Highly efficient triiodide ion adsorption from water by ionic liquid hybrid metal–organic frameworks

The development and utilization of nuclear energy is one of the effective ways to reduce carbon emissions and achieve the goal of global carbon neutrality. However, it is inevitable to release radioactive pollutants, such as I3−, into the environment during the utilization of nuclear energy, and the efficient adsorption and storage of iodide ion remains a challenge. In this work, a series of ionic liquid (IL) hybrid metal–organic framework (MOF) materials have been developed by simple impregnation of hydrophobic ILs into nanopores of stable MOFs for high-efficient I3− absorption from water for the first time.

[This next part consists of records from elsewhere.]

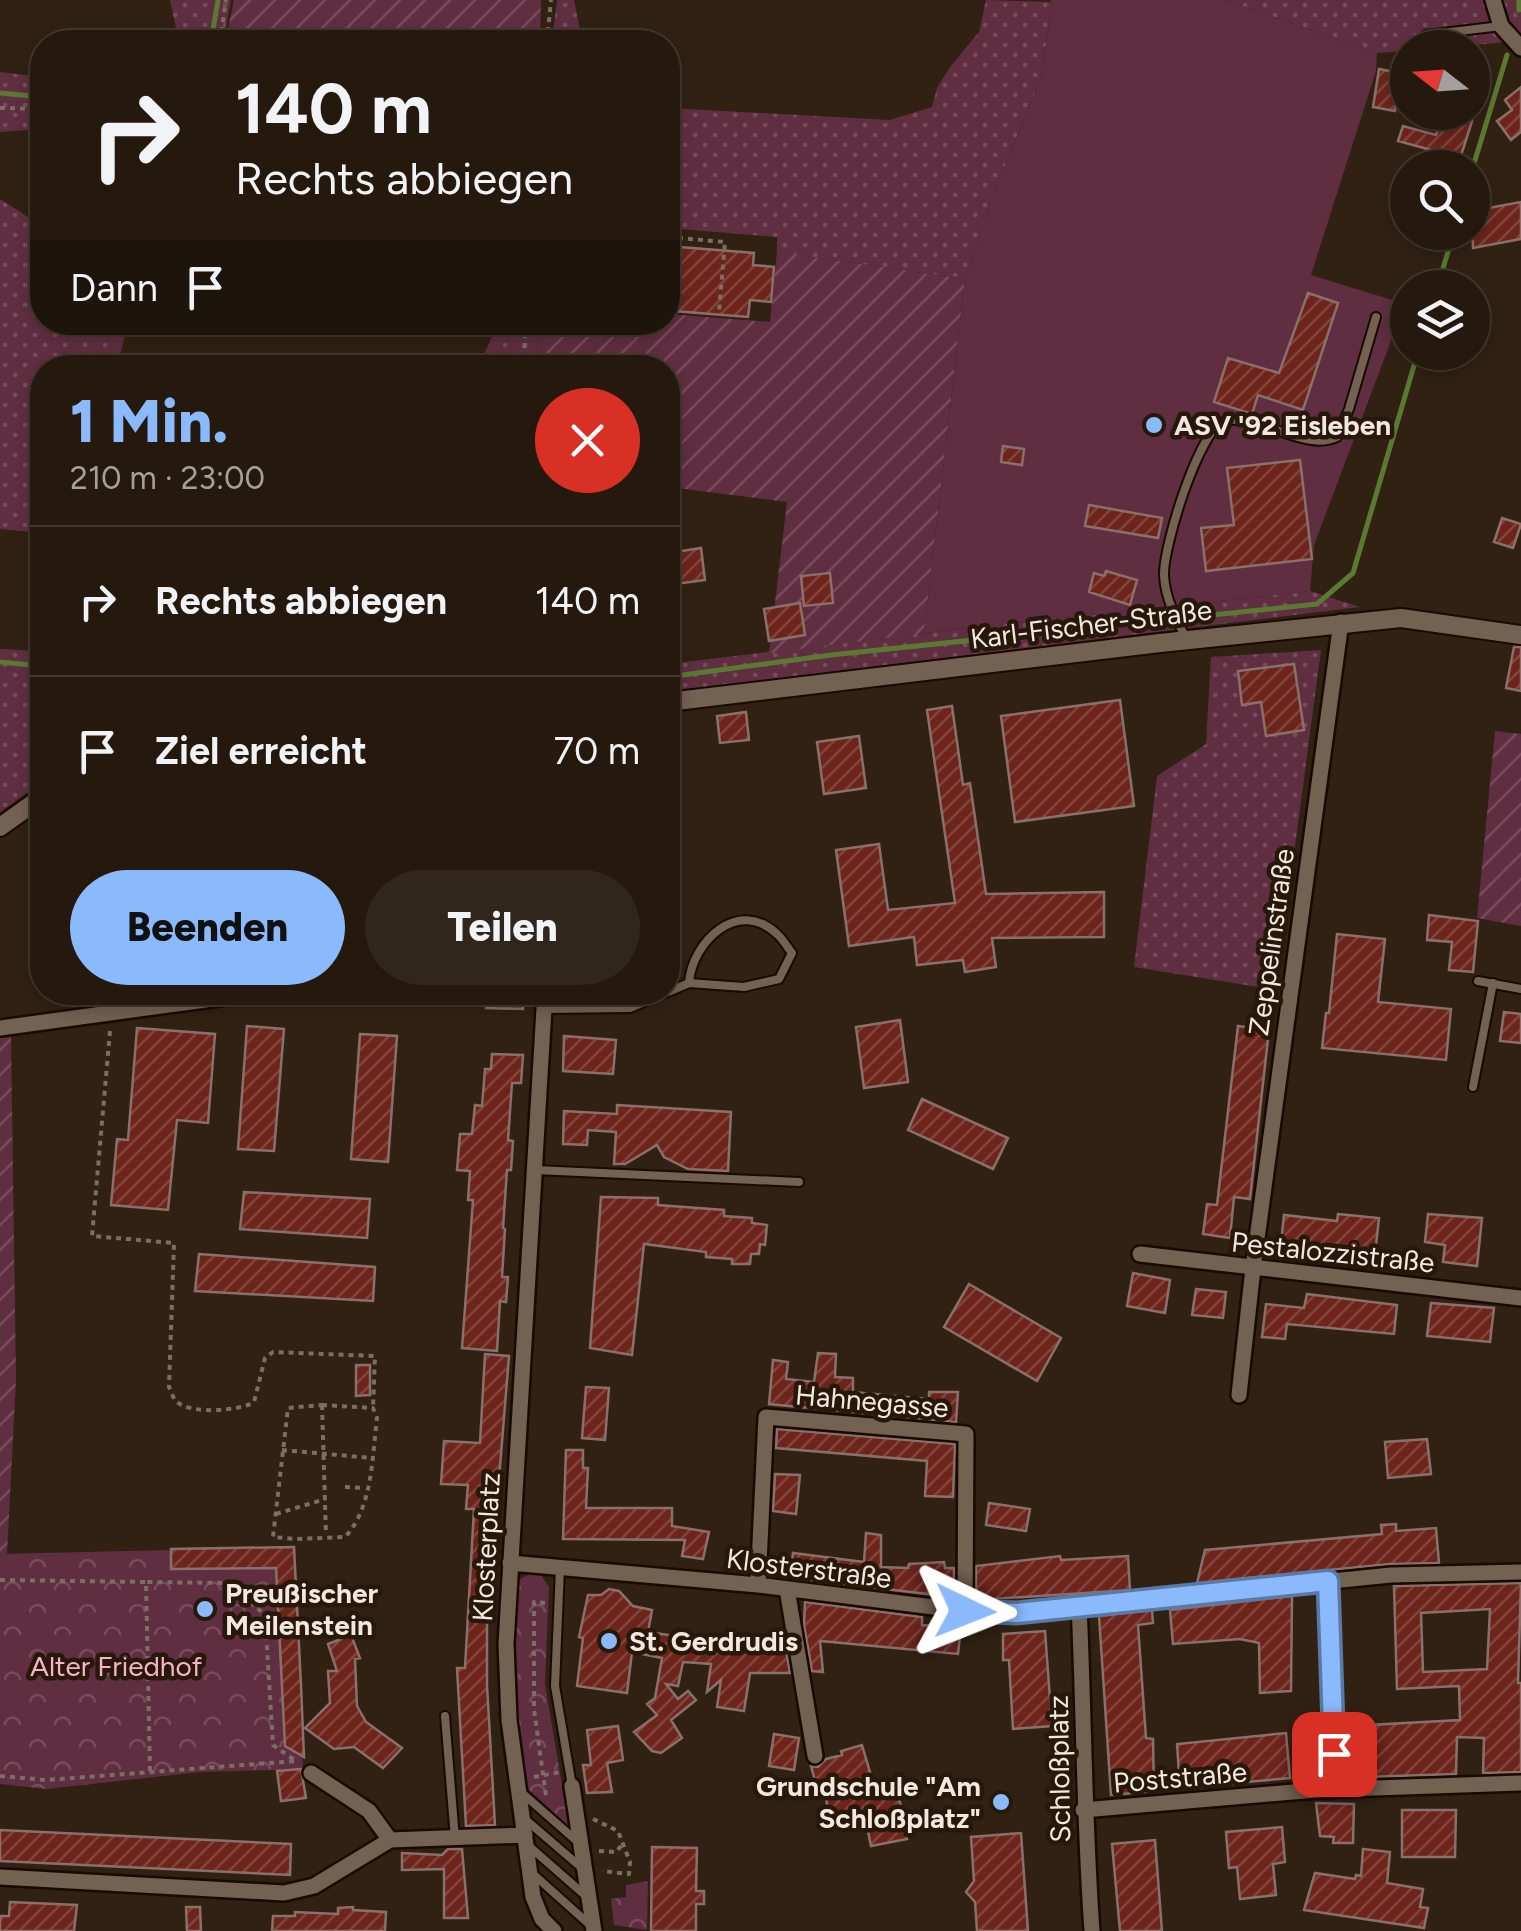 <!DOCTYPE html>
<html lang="de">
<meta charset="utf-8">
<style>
body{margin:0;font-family:Figtree,sans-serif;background:#31261c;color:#f1f3f6;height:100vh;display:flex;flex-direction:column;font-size:38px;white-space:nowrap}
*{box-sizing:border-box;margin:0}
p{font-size:32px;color:#a3a09e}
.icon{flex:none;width:55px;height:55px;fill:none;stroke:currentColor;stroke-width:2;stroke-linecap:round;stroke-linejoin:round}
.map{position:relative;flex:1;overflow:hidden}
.sheet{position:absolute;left:30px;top:355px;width:650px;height:650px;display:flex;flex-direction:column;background:#25190e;border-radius:40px;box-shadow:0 5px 15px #0003,0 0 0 2px #42382e}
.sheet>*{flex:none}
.banner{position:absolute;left:30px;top:30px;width:650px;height:305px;border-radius:40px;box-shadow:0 5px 15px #0003,0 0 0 2px #42382e;background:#25190e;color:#f1f3f6;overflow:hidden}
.needle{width:65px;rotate:287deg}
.buttons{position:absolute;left:1390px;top:30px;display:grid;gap:20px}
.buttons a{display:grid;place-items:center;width:100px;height:100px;border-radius:50%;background:#25190e;box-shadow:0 5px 15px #0003,0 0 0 2px #42382e;font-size:50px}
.pin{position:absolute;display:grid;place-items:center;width:85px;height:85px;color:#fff;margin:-42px;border-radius:20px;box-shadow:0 5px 15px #0006}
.me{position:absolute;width:110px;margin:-55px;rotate:92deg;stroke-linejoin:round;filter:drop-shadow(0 0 8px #0008)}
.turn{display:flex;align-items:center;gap:35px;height:210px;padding:0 40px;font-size:45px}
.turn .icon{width:130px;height:130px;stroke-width:2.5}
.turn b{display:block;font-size:70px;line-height:85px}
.then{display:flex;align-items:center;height:95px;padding:0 40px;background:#0003;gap:20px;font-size:38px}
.round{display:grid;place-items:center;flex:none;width:105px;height:105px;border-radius:52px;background:#31261c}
.head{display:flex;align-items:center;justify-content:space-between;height:170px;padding:0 40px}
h1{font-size:60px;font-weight:800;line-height:75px;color:#8abafc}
.action{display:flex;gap:20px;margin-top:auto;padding:20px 40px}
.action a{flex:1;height:115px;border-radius:60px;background:#8abafc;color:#111;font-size:40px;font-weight:800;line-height:115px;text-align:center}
.action a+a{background:#31261c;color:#f1f3f6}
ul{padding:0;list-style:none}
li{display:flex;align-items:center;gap:30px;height:150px;padding:0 40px;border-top:2px solid #42382e}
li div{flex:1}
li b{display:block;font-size:38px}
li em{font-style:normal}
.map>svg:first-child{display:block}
.grass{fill:url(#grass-dots)}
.park{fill:url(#park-crowns)}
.garden{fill:url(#garden-furrows)}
.pitch{fill:#5f2e41}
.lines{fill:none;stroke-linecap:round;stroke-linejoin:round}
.stream{stroke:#5a7a32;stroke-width:5}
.building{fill:url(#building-hatch);stroke:#8a706b;stroke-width:2.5;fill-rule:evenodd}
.service-casing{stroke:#180a01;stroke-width:12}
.minor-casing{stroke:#180a01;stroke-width:20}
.tertiary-casing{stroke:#180a01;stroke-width:22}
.path{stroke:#7c6e62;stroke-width:4;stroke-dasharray:5 5;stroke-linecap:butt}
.service{stroke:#736151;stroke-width:8}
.minor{stroke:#736151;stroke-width:15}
.tertiary{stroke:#736151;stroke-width:18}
.route-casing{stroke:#5a79a4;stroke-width:25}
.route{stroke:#8abafc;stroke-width:18}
.poi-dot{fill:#8abafc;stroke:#27180a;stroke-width:4}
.labels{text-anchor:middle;stroke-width:9;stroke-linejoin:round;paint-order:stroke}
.poi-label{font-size:28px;font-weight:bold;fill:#f3e8df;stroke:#27180a;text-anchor:start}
.street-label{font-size:28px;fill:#f3e8df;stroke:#27180a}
.park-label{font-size:28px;fill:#f5b3ca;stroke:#27180a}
</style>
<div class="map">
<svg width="1521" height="1931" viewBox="0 0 1521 1931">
<defs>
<pattern id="grass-dots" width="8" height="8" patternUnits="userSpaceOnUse" patternTransform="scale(2.5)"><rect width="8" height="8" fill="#5f2e41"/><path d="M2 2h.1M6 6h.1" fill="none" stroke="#764c5c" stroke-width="1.8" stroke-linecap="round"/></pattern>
<pattern id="park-crowns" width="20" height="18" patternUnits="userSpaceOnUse" patternTransform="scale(2.5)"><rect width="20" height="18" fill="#5f2e41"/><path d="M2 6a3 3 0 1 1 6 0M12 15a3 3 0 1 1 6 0" fill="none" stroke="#764c5c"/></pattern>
<pattern id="garden-furrows" width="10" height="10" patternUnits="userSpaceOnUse" patternTransform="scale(2.5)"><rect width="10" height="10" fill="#5f2e41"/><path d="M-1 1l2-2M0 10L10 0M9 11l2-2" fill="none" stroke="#764c5c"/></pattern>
<pattern id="building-hatch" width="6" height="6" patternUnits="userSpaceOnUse" patternTransform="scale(2.5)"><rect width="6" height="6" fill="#6d241b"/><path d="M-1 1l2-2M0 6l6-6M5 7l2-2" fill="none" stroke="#82443c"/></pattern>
</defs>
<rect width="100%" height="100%" fill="#312113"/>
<path class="grass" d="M170,0h61l-8,42h-44z
M557,0h17l6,30 -2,12h-26z
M986,0l66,2 -11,77 -44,105 -32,95 -188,-27v-15l-109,-9v-120l222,12 42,-13 5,-19 13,-21 29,-35z
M1224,0h297v34l-5,7 -63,6 -45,1 -1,3 -30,2z
M0,72l42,5v57l-16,-4 -26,2z
M0,199l42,27v96l83,1 2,4 -10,40 -75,1v165l-42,-4z
M498,323h44l-1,44 -63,1z
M1310,591l50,16 -692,85v-28l256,-31z
M0,649l42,2v131l-42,30z
M1321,650l-45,340 -142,-23 23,-191 49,-32 5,-87z"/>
<path class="park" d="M294,1547l9,222 -103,3 -154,17 -46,-5v-230z
M531,1573l10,2 8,12 -4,97 24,142 -43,-39c-10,-68 -14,-136 -9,-206z
M648,1881l-1,49 -33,-5 -3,-26 15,-2v-12z"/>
<path class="garden" d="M234,0h307l-1,42h-315z
M777,252l188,27 -41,354 -155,20 18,-151 -119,-15v-119h-127l1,-45 126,-1v-8l102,8z
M1495,731l26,3v192l-44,-8z
M11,1037l5,342 -9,175h-7v-516z"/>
<path class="pitch" d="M1050,0h174l153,53 -1,18 -65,204 94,29 -91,241 -4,46 -386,42 41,-354 32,-95 44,-105 11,-77z"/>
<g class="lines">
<path class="stream" d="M1519,10v-10
M211,42l7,-42
M0,93l42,4
M1472,170l35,-115
M1437,288l17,-56
M0,662l42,4
M668,677l163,-22 486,-51 36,-31 65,-221"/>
</g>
<path class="building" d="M1379,69l22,4 -6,38 -22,-4z
M1521,87v45l-10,8 -14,-19 15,-11 -7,-10z
M1444,112h31l-18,56 -29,-7 3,-11 -33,-9 5,-15 33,9z
M1521,202v37l-48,9 -1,-37z
M680,247l74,6 -1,12 21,2 -3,35 -21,-2 -2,17 -74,-6z
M1308,293l30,10 -35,107 -45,-15 -6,19 -38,-12 14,-44 51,15z
M1003,446l21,3 -2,16 -21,-3z
M1300,460l12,99 -106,12 -5,-43 33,-3 -7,-57z
M1089,505l73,13 -4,20 -73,-12z
M1502,518l19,6 -8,24 -19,-6z
M701,548l4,32 -37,5v-32z
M1106,571l31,9 -7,25 -41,-13 5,-19 10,3z
M830,573l3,30 -29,3 -3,-30z
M800,603l5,32 -36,6 -5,-32z
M1514,647h7v44l-15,-3z
M1294,664l10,66 -38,6 -5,-34 -19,3 -4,-34z
M1120,700l14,106 -119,16 -14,-106z
M952,706l11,79 7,-2 16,111 118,-2v45l-112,1 4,29 -31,5 -2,-12 -46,5 -3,-28 -65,9 -13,-96 43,-6 9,66 67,-7 -28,-193z
M746,712l3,28 -29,3 -3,-27z
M859,736l7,52 -42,6 -7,-52z
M1429,915l49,6 -5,51 -24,-2 3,-28 -25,-2z
M1337,934l48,5 -7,63 73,7 -5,51 -124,-12 4,-35h3z
M486,992h37v17l-37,-1z
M1504,1012l17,2v29l-21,-2z
M900,1020l8,62 -44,6 -8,-61z
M247,1026l37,3 -10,122 -36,-2z
M1238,1026l31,4 -19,169 -16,-2 -4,41 -27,-4 4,-30 10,1z
M137,1028l78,6 -7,89 -31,-3 -9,90 -57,-5 6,-66 11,1z
M360,1034l37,2 -9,126 -37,-3z
M564,1036l52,4 -3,34 -50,-3z
M492,1054l31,1 -2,28h-9l-4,57 5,1 -2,29h-4l-4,58 2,1 -3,48h6l-2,25 -6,-1 -3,50 -35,-3 11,-148h-5l2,-29 -13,-1 3,-36h12l3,-29 7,1 3,-37h6z
M922,1099l86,39 -15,31 -85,-39z
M617,1105l114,7 -3,59 -40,-2 -24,-12 -7,-12 -32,19h-11l2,-32 -28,-2 -1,15 -24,-1 1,-33 53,3z
M244,1192l126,7 -3,39 -127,-9z
M601,1197l57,1v7l66,5v6l28,2v5l15,2 -2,20 -5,-1 -1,10h-8l-1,10h-18v-5l-26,-2v-5l-62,-8 -12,111 -42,-7z
M1338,1214l41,4 -4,36 -94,-11 3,-28 53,6z
M1428,1214l54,4 -5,48 -34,-4 2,-17 -20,-3z
M199,1254l176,13 -2,34 -178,-10z
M1133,1273l37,7 -5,33 -38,-7z
M969,1284l92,54 -24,43 -93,-54z
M1196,1289l30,3 -3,26 -31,-3z
M1307,1294l90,11 -3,29 -107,-10 -2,15 -23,-2 4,-33 38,4z
M1431,1303l63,5 -4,34 -63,-6z
M818,1353l18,1 -1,23 18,1v14l76,7v-7h29l-2,30 -187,-18 4,-44 15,2 -2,17 28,3z
M485,1354l24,2 -22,270v59l8,140 -29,1 -9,-158h8l9,-159h-8l2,-24 -27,-1 3,-43 36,2z
M356,1365h14v30l-14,1z
M586,1387l23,1 -4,52 -23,-2z
M777,1429l178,15 -2,53 -28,-1 2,-35 -151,-13z
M1427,1439l4,35 -43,4 -3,-36z
M566,1450h17v18h5l-2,40h86v18l37,6 -6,27 -21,-3 3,-16 -122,-1z
M775,1474l25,1 -4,39 -23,-3z
M989,1503l41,6 -4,22 -40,-6z
M1396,1524v7l40,-3 3,35 -49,1 -193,19 8,-33 177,-16 -1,-9z
M866,1533l15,2v32l27,1 1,-4 35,-2 1,6h9v29l-164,-19 3,-25 71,9z
M294,1547l7,138 3,72 -19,-11 -9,-178 -105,1v-20z
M1060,1556l1,4 67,-4 2,34 -154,10v-34z
M1521,1583l-3,100h3v89l-38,1 1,-35 -27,-1 -1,37 -90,3 3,-52 91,-5 -1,-34 -62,3 -3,-103zM1490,1609l-3,60 -64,3 -2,-59z
M609,1589l10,2 14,15 19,4 -4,22 62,9v-4l50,5v-4l24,-1 6,36h-40l-6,38 -27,-4 4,-27 -14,12 4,-28 -28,-2 -5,24 -12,-2 12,15 10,-8 8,9 -25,20 11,18 -21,15 -9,-2 -18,-19 23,-17 -10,-11 8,-6 7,-40 -30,-6 -5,41 -50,-7 6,-48 -4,-1 9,-42h13z
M1292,1596l-1,95 -31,2 -1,-50 -19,-4 -67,5 -3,-34z
M805,1602l117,15v8l39,3 -3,26 -138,-13 3,31 -11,-1 -8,-46z
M1152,1610l1,13 -15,2 8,113 7,1 1,52 -43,4 -12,-179z
M1045,1631l7,95 -39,3 -4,-69h-6v-26z
M351,1635l9,23 -5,1 2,47 9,16 36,26 -19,20 -29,-21 -20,2 -29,-21 25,-25 -2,-32h9l-9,-27z
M618,1726l5,34 -16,3 5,29 -25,1 -4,-28h8l-4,-35z
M1286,1733l4,45 -110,10 -3,-44z
M774,1734l25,4 -5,32 -25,-4z
M862,1745l15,51 21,-4 9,47 -36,7 -5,-24 -36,5 -6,-45 -8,2 -5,-18 7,1 8,-8 16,-4 -1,-4z
M301,1769l5,29 -25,3 -4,-30z
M1316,1803l38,1 -1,39h-20l1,-6 -14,-1z
M1402,1810h54l-1,47h-53z
M1282,1827l3,35 -12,2 3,31 -36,4 -3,-32 -8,1 -3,-36z
M0,1830l291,14 -1,31 -290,-14z
M1021,1833l7,98h-51l-2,-29 -9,-10 8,-11 -3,-44z
M1155,1840l7,91h-42l-8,-87z
M652,1847l45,1 -1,43h8v13h-8v27h-45z
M448,1849h14l6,69h-24v-49l-42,1v-17l40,2z
M1363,1849l27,3 -3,31 36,6 -3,18 8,1 -4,20 -120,-18 11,-37 40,6 1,-4 5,1z
M10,1902l67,3 -3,26h-74v-15h9z
M186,1907h14l1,24h-14z
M353,1907v3l33,2 -1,19h-113l1,-15h22v-4l43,2v-6z"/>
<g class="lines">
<g class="service-casing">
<path id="service" d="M1413,48l13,-13 75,-9
M1187,640c-11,-21 -22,-42 -23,-65 -1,-27 35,-147 61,-154 32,-9 80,32 112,16l12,-28 27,-92
M1478,981l43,8
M668,992l21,-9 55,4 35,-8 13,-26c-5,-6 -9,-14 -15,-19 -39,-37 -85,8 -88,49
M545,1009l85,-1 37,-16
M1473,1087l20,-104
M536,1170l263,12
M560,1568l-5,118 17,100
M1328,1581l7,208
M445,1716l10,123
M522,1793l57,50
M526,1820l57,49
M530,1847l57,50
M533,1874l57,51"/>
</g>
<g class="minor-casing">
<path id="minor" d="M1493,0l8,26 20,22
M545,992l-39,652 3,76 24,177 9,22 12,12
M0,1028l264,-36
M1140,1254l381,44
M1239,1395l14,-127 88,-646
M510,1563l248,22 207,26 51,2 375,-38 130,-3
M758,1585l8,-168 200,17 -1,177
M787,1589l28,167
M1079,1605c5,109 5,217 13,326
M311,1773l58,38 21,29 135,-5
M572,1786l22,145
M1083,1810l233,-20 205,-7
M0,1877l284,16 30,-7 76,-46"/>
</g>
<g class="tertiary-casing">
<path id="tertiary" d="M668,702l492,-59 241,-25 120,17
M0,827l42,-30"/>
</g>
<path class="path" d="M220,42l6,-42
M547,42l4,-42
M0,108l42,1
M668,237l57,5 -6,70
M523,368l3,-46
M110,1031l-18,205 82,7 -5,144c2,4 4,11 7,14 13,14 64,10 78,1l11,-44 8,-6 102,4 -2,52
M322,1405l51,3 4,10c-5,39 -4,89 -32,119l-49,2 -23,-2 15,-129z
M322,1405l4,130
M282,1450l90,8
M345,1487l20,1
M276,1514l49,-15
M0,1580l146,2 4,190
M545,1603l-11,-1v107l12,87
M0,1776l46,4 250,-19 -23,-16 -8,-130 -36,-32 -83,-1
M534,1777l26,-5
M593,1819l25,12 12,31 -1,12 -27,-3
M599,1851l17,1 5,-6"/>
<use href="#service" class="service"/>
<use href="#minor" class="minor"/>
<use href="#tertiary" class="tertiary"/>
</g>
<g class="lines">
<g class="route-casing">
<path id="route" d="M965,1611l51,2 312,-32 6,173"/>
</g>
<use href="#route" class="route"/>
</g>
<g class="poi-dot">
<circle cx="1154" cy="425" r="10"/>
<circle cx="205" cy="1609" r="10"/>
<circle cx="609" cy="1641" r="10"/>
<circle cx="1001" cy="1802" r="10"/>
</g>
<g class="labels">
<g class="poi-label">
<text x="1174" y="435">ASV '92 Eisleben</text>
<text x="225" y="1603">Preußischer<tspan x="225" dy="32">Meilenstein</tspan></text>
<text x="629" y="1651">St. Gerdrudis</text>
<text x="981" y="1796" text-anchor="end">Grundschule "Am<tspan x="981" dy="32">Schloßplatz"</tspan></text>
</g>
<g class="street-label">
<text transform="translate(1091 624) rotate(-7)" y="10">Karl-Fischer-Straße</text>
<text transform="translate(1271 942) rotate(-82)" y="10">Zeppelinstraße</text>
<text transform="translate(1333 1252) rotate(6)" y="10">Pestalozzistraße</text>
<text transform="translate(872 1401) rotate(5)" y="10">Hahnegasse</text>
<text transform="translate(486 1547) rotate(-87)" y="10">Klosterplatz</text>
<text transform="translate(809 1568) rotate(7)" y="10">Klosterstraße</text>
<text transform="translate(1059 1769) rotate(-91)" y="10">Schloßplatz</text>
<text transform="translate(1180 1777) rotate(-5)" y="10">Poststraße</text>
</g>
<g class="park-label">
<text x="116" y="1676">Alter Friedhof</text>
</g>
</g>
</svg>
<div class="buttons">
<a><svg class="needle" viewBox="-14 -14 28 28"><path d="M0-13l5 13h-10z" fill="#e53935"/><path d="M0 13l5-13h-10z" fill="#a3a09e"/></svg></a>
<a><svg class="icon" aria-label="search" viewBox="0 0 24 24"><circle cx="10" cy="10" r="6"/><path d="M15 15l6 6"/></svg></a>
<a><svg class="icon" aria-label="layers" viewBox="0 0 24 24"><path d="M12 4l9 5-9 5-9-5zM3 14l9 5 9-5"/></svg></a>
</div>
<div class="pin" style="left:1334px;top:1754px;background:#d93025"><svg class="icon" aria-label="arrive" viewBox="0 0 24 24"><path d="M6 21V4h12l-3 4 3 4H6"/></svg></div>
<svg class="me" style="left:965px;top:1611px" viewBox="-20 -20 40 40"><path d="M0-17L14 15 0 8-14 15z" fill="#8abafc" stroke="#fff" stroke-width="4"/></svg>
<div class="banner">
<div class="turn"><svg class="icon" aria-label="right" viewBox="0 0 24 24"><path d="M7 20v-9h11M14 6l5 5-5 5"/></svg><div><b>140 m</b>Rechts abbiegen</div></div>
<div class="then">Dann<svg class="icon" aria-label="arrive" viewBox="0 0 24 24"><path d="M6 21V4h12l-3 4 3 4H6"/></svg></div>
</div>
<section class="sheet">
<div class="head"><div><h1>1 Min.</h1><p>210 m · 23:00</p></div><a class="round" style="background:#d93025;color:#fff"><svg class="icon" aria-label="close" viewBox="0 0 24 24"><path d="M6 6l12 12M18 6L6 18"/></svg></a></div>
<ul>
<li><svg class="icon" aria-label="right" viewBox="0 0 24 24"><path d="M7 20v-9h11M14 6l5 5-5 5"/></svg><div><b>Rechts abbiegen</b></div><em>140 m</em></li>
<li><svg class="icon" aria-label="arrive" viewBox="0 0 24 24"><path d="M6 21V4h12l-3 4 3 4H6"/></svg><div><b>Ziel erreicht</b></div><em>70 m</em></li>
</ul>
<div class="action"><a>Beenden</a><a>Teilen</a></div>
</section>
</div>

It is found that the hybrid materal [C2mim][Tf2N]@UiO-67–30 % exhibits a record high I3− absorption capacity at room temperature (4.30 g·g−1), and the I3− absorption capacity of [C2mim][Tf2N] in UiO-67–5 % is 10 times that of the neat [C2mim][Tf2N]. The adsorption process can be well described by Freundlich model and pseudo-second-order model. Such superior I3− absorption capacity is mainly attributed to the multiple sites interaction between anion of the highly dispersed IL and I3−, although cation of the IL and benzene ring of MOF framework also have contribution for the adsorption.